Entries taken from a collection
________________________________________
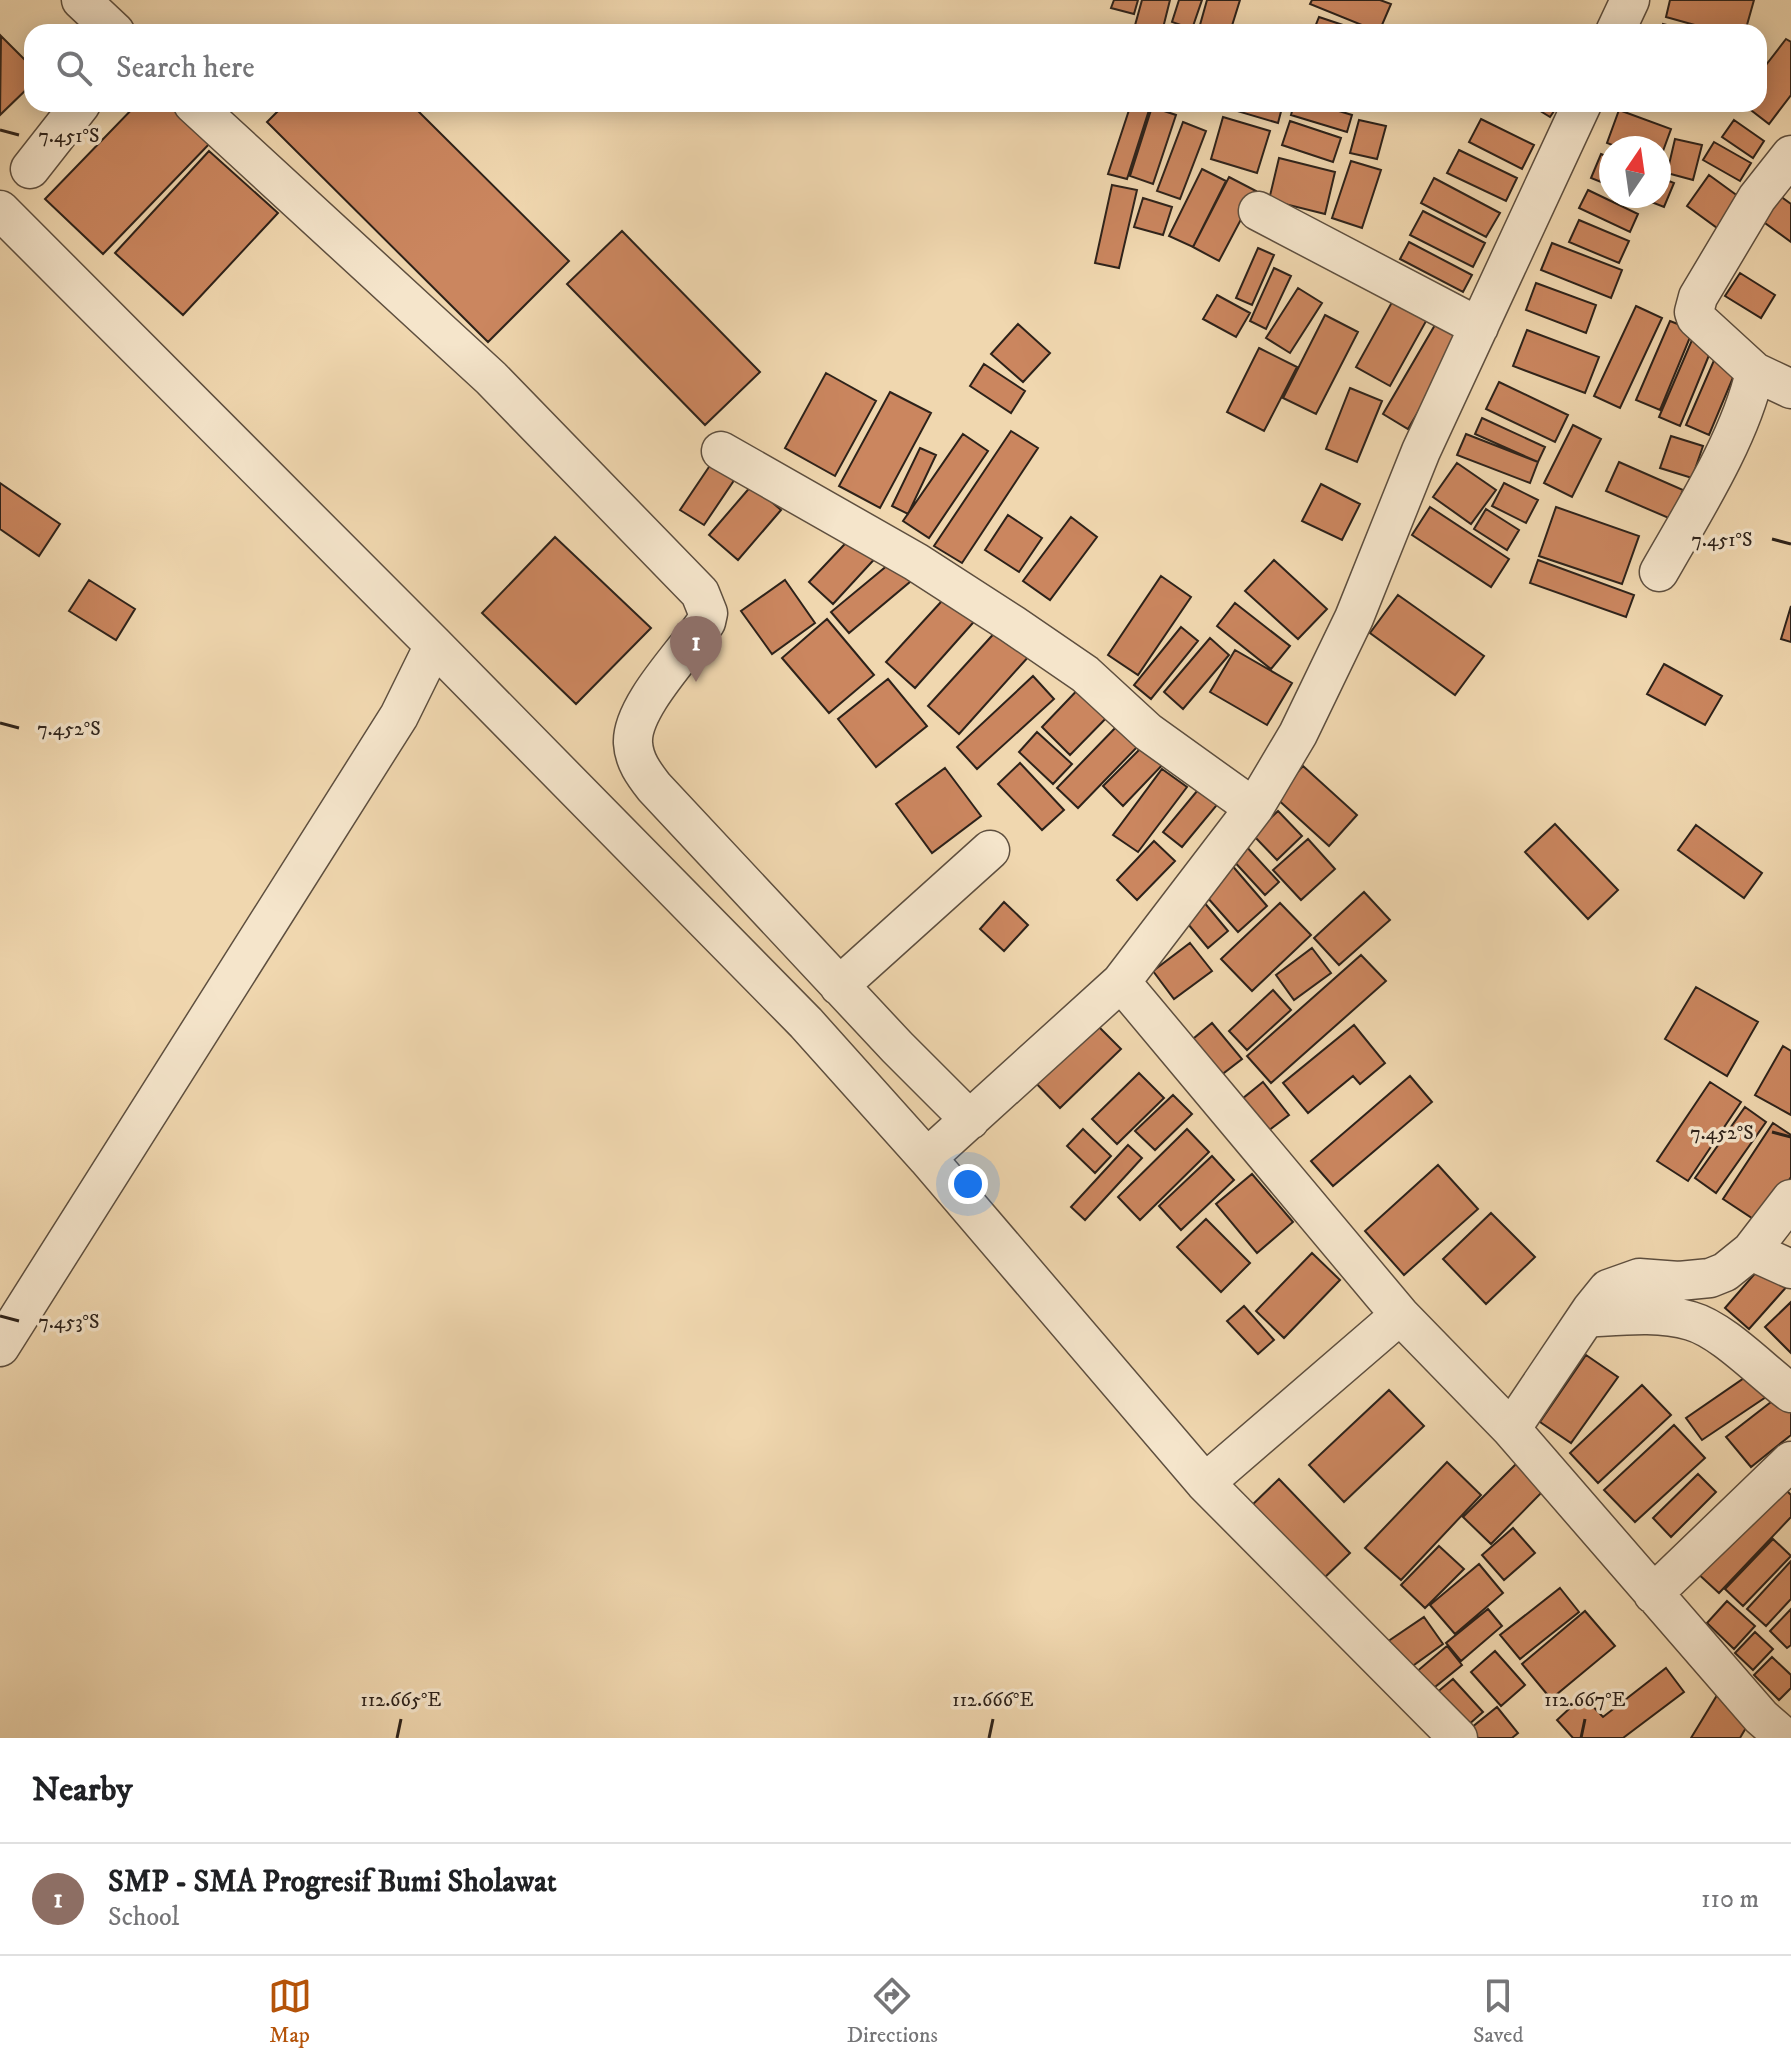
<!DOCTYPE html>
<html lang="en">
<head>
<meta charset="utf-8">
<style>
	body { margin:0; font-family:"IM FELL DW Pica",serif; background:#f2f2f2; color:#202124 }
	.compass { position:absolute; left:1599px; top:136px; width:72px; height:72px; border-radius:50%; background:#fff; box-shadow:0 4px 20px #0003; rotate:13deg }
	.you { position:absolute; left:968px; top:1184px; width:28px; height:28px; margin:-20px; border:6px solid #fff; border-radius:50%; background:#1a73e8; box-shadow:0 0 0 12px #1a73e833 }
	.badge { display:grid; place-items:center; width:52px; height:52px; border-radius:50%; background:#b45309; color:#fff; font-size:26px; font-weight:700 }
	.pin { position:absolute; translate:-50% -66px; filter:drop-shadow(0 2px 4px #0008) }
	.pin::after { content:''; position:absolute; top:42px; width:28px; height:24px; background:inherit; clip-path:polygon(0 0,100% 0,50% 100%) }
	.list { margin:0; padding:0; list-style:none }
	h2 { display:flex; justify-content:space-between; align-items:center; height:104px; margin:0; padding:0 32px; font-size:34px }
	h2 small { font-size:26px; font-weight:400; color:#757577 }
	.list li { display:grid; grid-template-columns:52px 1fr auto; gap:24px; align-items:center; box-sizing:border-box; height:112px; padding:0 32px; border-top:2px solid #e0e0e0 }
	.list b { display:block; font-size:30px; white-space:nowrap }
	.list p { margin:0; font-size:26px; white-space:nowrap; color:#757577 }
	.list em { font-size:26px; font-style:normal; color:#757577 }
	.icon { flex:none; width:44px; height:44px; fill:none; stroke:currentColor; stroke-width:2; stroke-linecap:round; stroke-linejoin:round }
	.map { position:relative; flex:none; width:1791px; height:1738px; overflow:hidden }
	.search { position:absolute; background:#fff; box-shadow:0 4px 20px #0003; left:24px; right:24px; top:24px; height:88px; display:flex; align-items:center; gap:20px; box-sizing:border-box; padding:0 28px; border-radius:24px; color:#757577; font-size:30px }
	.sheet { height:216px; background:#fff }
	nav { display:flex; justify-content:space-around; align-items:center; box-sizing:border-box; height:112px; border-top:2px solid #e0e0e0; background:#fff; font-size:22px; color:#757577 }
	nav a { display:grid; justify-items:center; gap:4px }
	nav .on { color:#b45309 }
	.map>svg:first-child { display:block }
	.building { fill:#cb865f; stroke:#2d221a; stroke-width:2 }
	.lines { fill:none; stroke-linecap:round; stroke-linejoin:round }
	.minor-casing { stroke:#5e4f3f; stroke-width:41 }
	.minor { stroke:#f5e5cb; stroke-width:38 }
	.ticks { fill:none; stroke:#2d221a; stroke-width:3 }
	.ticks-label { font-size:20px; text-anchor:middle; fill:#2d221a; stroke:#f5e5cb; stroke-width:7; stroke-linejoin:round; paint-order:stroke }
</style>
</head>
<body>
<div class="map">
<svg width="1791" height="1738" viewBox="0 0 1791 1738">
	<rect width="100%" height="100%" fill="#f0d7af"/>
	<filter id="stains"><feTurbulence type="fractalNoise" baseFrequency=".0025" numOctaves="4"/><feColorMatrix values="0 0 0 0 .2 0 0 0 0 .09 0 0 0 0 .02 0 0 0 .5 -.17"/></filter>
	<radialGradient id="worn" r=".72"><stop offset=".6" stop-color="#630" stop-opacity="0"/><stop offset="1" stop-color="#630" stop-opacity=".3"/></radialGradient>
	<path class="building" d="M1114 0H1138L1134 14 1111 8Z
		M1142 0H1170L1162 32 1134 29Z
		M1179 0H1202L1192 29 1172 22Z
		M1207 0H1240L1230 32H1198Z
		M1312 0H1380L1391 4 1379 32 1310 4Z
		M1670 0H1754L1745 32H1720L1666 17Z
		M1319 17 1364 32H1313Z
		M1663 24 1694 32H1661Z
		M1 36 32 67V84L0 115Z
		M1786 39 1791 42V95L1769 124 1743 104H1759V74Z
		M137 104H175L213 140 103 254 45 199Z
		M285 104H411L569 261 488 342 267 122Z
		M1131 104 1149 110 1127 179 1108 174Z
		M1221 104H1283L1278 123 1220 106Z
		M1294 104H1316L1352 115 1347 132 1291 115Z
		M1529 104H1559L1550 117Z
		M1152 107 1176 115 1153 184 1130 176Z
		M1619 110 1671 129 1659 162V148H1620L1607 143Z
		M1223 117 1270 131 1257 173 1211 159Z
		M1481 119 1534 145 1522 169 1469 142Z
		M1359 120 1386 126 1377 159 1350 153Z
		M1734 120 1764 141 1753 158 1722 137Z
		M1290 121 1341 138 1333 162 1282 145Z
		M1183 122 1206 131 1180 199 1157 191Z
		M1675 139 1702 145 1693 180 1667 173Z
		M1714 142 1751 163 1740 181 1703 160Z
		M1459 150 1517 178 1506 201 1447 173Z
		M209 151 278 213 183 315 115 253Z
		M1601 154 1611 158V186L1591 178Z
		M1279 158 1335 172 1325 214 1269 200Z
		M1351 161 1381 170 1362 228 1332 218Z
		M1202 169 1226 181 1193 247 1169 236Z
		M1709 175 1746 202 1724 233 1687 206Z
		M1229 177 1256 191 1219 261 1193 247Z
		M1659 177 1674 183 1664 207 1636 196H1659Z
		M1434 178 1500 213 1486 237 1421 203Z
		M1112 185 1137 190 1119 268 1095 263Z
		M1588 190 1638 214 1630 232 1579 208Z
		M1772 190 1791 204V242L1754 215Z
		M1143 198 1172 207 1163 235 1134 227Z
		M1423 211 1485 243 1473 267 1410 235Z
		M1579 220 1629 241 1619 263 1569 242Z
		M622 231 760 372 705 425 567 284Z
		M1409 242 1472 275 1463 292 1400 259Z
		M1552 243 1622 270 1611 298 1541 270Z
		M1258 248 1274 255 1252 305 1236 298Z
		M1274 268 1291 276 1266 329 1250 321Z
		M1740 273 1775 295 1761 318 1725 296Z
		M1536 283 1596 305 1586 333 1526 310Z
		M1298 288 1322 303 1290 353 1266 338Z
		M1217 295 1250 313 1236 337 1203 319Z
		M1396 295 1430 314 1390 386 1356 367Z
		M1636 306 1662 318 1620 408 1594 396Z
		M1442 313 1467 328 1408 429 1383 414Z
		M1325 315 1358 332 1316 414 1283 398Z
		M1670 321 1693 330 1660 410 1636 400Z
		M1018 324 1050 353 1023 382 991 354Z
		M1527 330 1599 357 1585 393 1513 366Z
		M1692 340 1712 348 1680 426 1659 417Z
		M1259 348 1297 367 1264 431 1227 412Z
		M1715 358 1737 368 1709 435 1686 425Z
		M984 364 1025 391 1011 413 970 386Z
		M826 373 876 401 835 476 785 448Z
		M1499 382 1568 415 1555 442 1486 409Z
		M1350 388 1382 401 1357 462 1326 449Z
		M890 392 931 413 880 508 839 486Z
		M1482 418 1545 447 1538 462 1475 434Z
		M1573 425 1601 439 1572 497 1544 483Z
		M1011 431 1038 448 962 563 934 546Z
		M963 434 988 451 929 538 903 521Z
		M1466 434 1538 462 1530 483 1457 455Z
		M1671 436 1703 446 1692 478 1660 468Z
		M920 448 936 455 908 514 892 506Z
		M719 452 743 467 704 525 680 510Z
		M1619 462 1683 490 1671 519 1606 491Z
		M1457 463 1496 490 1471 524 1433 497Z
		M0 483 60 524 39 556 0 529Z
		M1504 483 1538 500 1526 523 1492 506Z
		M1321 484 1360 504 1342 540 1302 521Z
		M752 485 781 510 738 560 709 535Z
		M1430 507 1509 559 1491 587 1412 535Z
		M1556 507 1639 536 1622 584 1539 556Z
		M1486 509 1519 530 1507 550 1474 529Z
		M1008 515 1042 538 1019 572 985 550Z
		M1071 517 1097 537 1050 600 1023 581Z
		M858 530 881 552 833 604 809 582Z
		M555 537 651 628 576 704 482 613Z
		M900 555 917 576 849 633 831 612Z
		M1274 560 1327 609 1298 639 1245 591Z
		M1538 560 1634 595 1626 617 1530 583Z
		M1161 576 1191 597 1138 675 1108 655Z
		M89 580 135 609 116 640 69 611Z
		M785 580 815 623 772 654 741 611Z
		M951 591 979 616 915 688 886 662Z
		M1398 595 1484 656 1455 695 1370 633Z
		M1235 603 1290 646 1271 669 1217 626Z
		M1791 606V642L1781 639Z
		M827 619 874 675 829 713 782 658Z
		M1181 627 1198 641 1151 699 1134 685Z
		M999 628 1030 655 959 734 928 706Z
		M1210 638 1229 655 1183 709 1164 692Z
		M1235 650 1292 683 1267 725 1210 692Z
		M1664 664 1722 696 1705 725 1647 694Z
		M1033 676 1054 699 977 769 957 747Z
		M888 679 927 726 876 767 838 719Z
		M1087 680 1116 708 1070 755 1042 727Z
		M1119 724 1140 744 1078 808 1057 788Z
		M1037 732 1072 764 1053 784 1019 752Z
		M1147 742 1167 760 1123 806 1103 786Z
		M1020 763 1064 810 1042 830 998 784Z
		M1303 766 1357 815 1329 846 1275 797Z
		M945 768 981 816 932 853 896 804Z
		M1162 769 1187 787 1138 852 1113 835Z
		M1207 779 1226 794 1182 847 1163 832Z
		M1278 811 1302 836 1277 860 1253 835Z
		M1555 824 1618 890 1588 919 1525 852Z
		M1696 825 1762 873 1744 898 1678 850Z
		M1308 839 1335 869 1301 900 1273 870Z
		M1154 841 1175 861 1137 900 1117 880Z
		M1244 844 1279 882 1265 895 1230 857Z
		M1230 863 1267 906 1238 932 1199 888Z
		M1364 892 1390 920 1339 965 1314 938Z
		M1203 901 1228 931 1208 948 1183 918Z
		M1004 902 1028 925 1004 951 980 929Z
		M1280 903 1311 935 1252 991 1221 959Z
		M1190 943 1212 971 1174 999 1153 971Z
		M1312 948 1331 973 1294 1000 1276 975Z
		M1361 955 1386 981 1271 1083 1247 1056Z
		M1696 987 1758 1022 1727 1076 1665 1039Z
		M1273 990 1291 1010 1247 1050 1229 1031Z
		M1090 1018 1121 1049 1060 1108 1030 1077Z
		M1212 1023 1242 1059 1216 1079 1187 1044Z
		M1354 1025 1385 1063 1360 1084 1353 1076 1308 1113 1283 1083Z
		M1783 1046 1791 1051V1115L1755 1095Z
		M1139 1073 1164 1098 1117 1144 1092 1119Z
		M1410 1076 1432 1102 1333 1186 1311 1161Z
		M1263 1082 1289 1115 1268 1131 1242 1099Z
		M1710 1082 1741 1102 1688 1181 1657 1161Z
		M1173 1095 1192 1114 1155 1150 1135 1131Z
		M1745 1107 1766 1122 1716 1193 1695 1178Z
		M1773 1123 1791 1135V1177L1761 1224 1723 1199Z
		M1083 1129 1111 1156 1095 1173 1067 1146Z
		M1187 1129 1209 1152 1140 1220 1118 1197Z
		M1128 1145 1142 1158 1085 1220 1071 1207Z
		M1212 1156 1234 1180 1181 1230 1159 1206Z
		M1438 1165 1478 1209 1404 1275 1365 1231Z
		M1252 1174 1293 1222 1257 1253 1216 1204Z
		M1491 1213 1535 1257 1486 1304 1443 1259Z
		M1206 1219 1250 1263 1221 1292 1177 1247Z
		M1312 1253 1340 1280 1284 1338 1256 1311Z
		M1765 1262 1789 1284 1749 1329 1725 1308Z
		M1791 1302V1353L1765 1327Z
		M1244 1306 1274 1340 1258 1354 1227 1321Z
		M1586 1355 1618 1377 1571 1443 1540 1422Z
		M1750 1374 1766 1397 1702 1440 1686 1418Z
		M1642 1385 1671 1415 1598 1483 1570 1453Z
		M1389 1390 1424 1426 1344 1502 1309 1465Z
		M1784 1392 1791 1401V1435L1751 1467 1726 1437Z
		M1674 1425 1705 1458 1635 1522 1604 1490Z
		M1447 1462 1481 1495 1401 1580 1365 1548Z
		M1516 1464 1543 1491 1491 1544 1463 1517Z
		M1698 1474 1716 1492 1671 1537 1653 1518Z
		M1279 1479 1350 1553 1321 1581 1250 1507Z
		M1779 1483 1791 1495V1517L1719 1593 1695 1571Z
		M1513 1528 1535 1553 1504 1580 1482 1555Z
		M1773 1539 1791 1556 1743 1606 1725 1589Z
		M1439 1546 1464 1569 1425 1608 1401 1585Z
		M1791 1561V1599L1766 1626 1747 1609Z
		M1479 1564 1503 1593 1455 1634 1430 1605Z
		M1560 1588 1579 1612 1520 1659 1500 1635Z
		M1727 1601 1755 1626 1734 1649 1707 1623Z
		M1488 1609 1502 1626 1461 1661 1446 1643Z
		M1791 1609V1645L1787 1648 1770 1631Z
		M1585 1611 1615 1646 1551 1699 1522 1664Z
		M1424 1617 1443 1644 1407 1670 1387 1642Z
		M1755 1632 1773 1649 1753 1670 1735 1653Z
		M1447 1646 1462 1665 1430 1691 1415 1673Z
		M1495 1651 1525 1685 1501 1706 1471 1672Z
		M1772 1657 1791 1675V1688L1779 1700 1754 1675Z
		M1666 1668 1684 1692 1623 1738H1573L1557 1720 1583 1696 1603 1717Z
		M1453 1679 1483 1712 1459 1733 1429 1699Z
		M1719 1692 1754 1714 1740 1738H1691Z
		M1497 1707 1518 1733 1512 1738H1478L1471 1728Z"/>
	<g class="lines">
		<g class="minor-casing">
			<path id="minor" d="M81 0 115 32
				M1615 32 1630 0
				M193 104 491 378 700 593 708 613 706 622C686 652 631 707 633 743 634 761 644 774 654 787L897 1047 970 1120
				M30 169 81 104
				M0 210 434 645 806 1023 927 1158
				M1258 211 1479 327
				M1755 372 1791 389
				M721 451 916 562 1012 624 1085 674 1148 732 1254 808
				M1659 572C1693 512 1740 439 1755 372L1696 318 1694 312 1698 297 1757 198 1791 155
				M1121 982 1400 1315 1511 1429 1761 1717 1785 1738
				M839 986 990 850
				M1751 1251 1791 1199
				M1586 1318C1620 1316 1658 1311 1691 1321 1723 1330 1762 1372 1791 1393
				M0 1347 399 716 434 645
				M1511 1429 1591 1310 1608 1289 1639 1278 1679 1281 1710 1278 1725 1272 1751 1251 1791 1269
				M1205 1483 1400 1315
				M1653 1594 1791 1461
				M1458 1738 1205 1483 927 1158 1121 982 1254 808 1298 734 1354 618 1421 451 1582 104"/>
		</g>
		<use href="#minor" class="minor"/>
	</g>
	<path class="ticks" d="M0 130 19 135M1772 539 1791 544M0 723 19 728M1772 1132 1791 1137M0 1316 19 1321M397 1738 401 1719M989 1738 993 1719M1581 1738 1585 1719"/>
	<g class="ticks-label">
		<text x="69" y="142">7.451°S</text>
		<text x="1722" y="546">7.451°S</text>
		<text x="69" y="735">7.452°S</text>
		<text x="1722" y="1139">7.452°S</text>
		<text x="69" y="1328">7.453°S</text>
		<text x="401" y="1706">112.665°E</text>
		<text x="993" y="1706">112.666°E</text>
		<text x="1585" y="1706">112.667°E</text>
	</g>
	<rect width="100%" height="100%" filter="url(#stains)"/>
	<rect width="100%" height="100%" fill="url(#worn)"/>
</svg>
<svg class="compass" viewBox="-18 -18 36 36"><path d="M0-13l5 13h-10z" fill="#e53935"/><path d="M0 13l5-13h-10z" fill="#757577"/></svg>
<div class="you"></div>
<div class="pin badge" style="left:696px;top:682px;background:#8d6e63">1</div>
<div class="search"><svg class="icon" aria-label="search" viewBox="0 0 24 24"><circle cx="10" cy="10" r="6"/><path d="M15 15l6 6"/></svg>Search here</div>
</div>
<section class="sheet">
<h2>Nearby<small></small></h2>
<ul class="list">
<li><span class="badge" style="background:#8d6e63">1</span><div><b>SMP - SMA Progresif Bumi Sholawat</b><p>School</p></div><em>110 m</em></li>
</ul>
</section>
<nav>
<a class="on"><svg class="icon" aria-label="map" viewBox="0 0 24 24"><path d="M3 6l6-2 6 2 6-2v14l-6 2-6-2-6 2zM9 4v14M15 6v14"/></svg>Map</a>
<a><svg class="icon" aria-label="directions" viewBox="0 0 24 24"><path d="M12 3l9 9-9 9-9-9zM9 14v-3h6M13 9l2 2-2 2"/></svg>Directions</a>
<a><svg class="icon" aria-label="saved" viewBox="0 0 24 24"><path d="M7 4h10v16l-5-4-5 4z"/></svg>Saved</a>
</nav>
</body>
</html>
________________________________________
• [What you need to do]: Tally the lines above containing "linecap". Number only.

• [Result below]: 2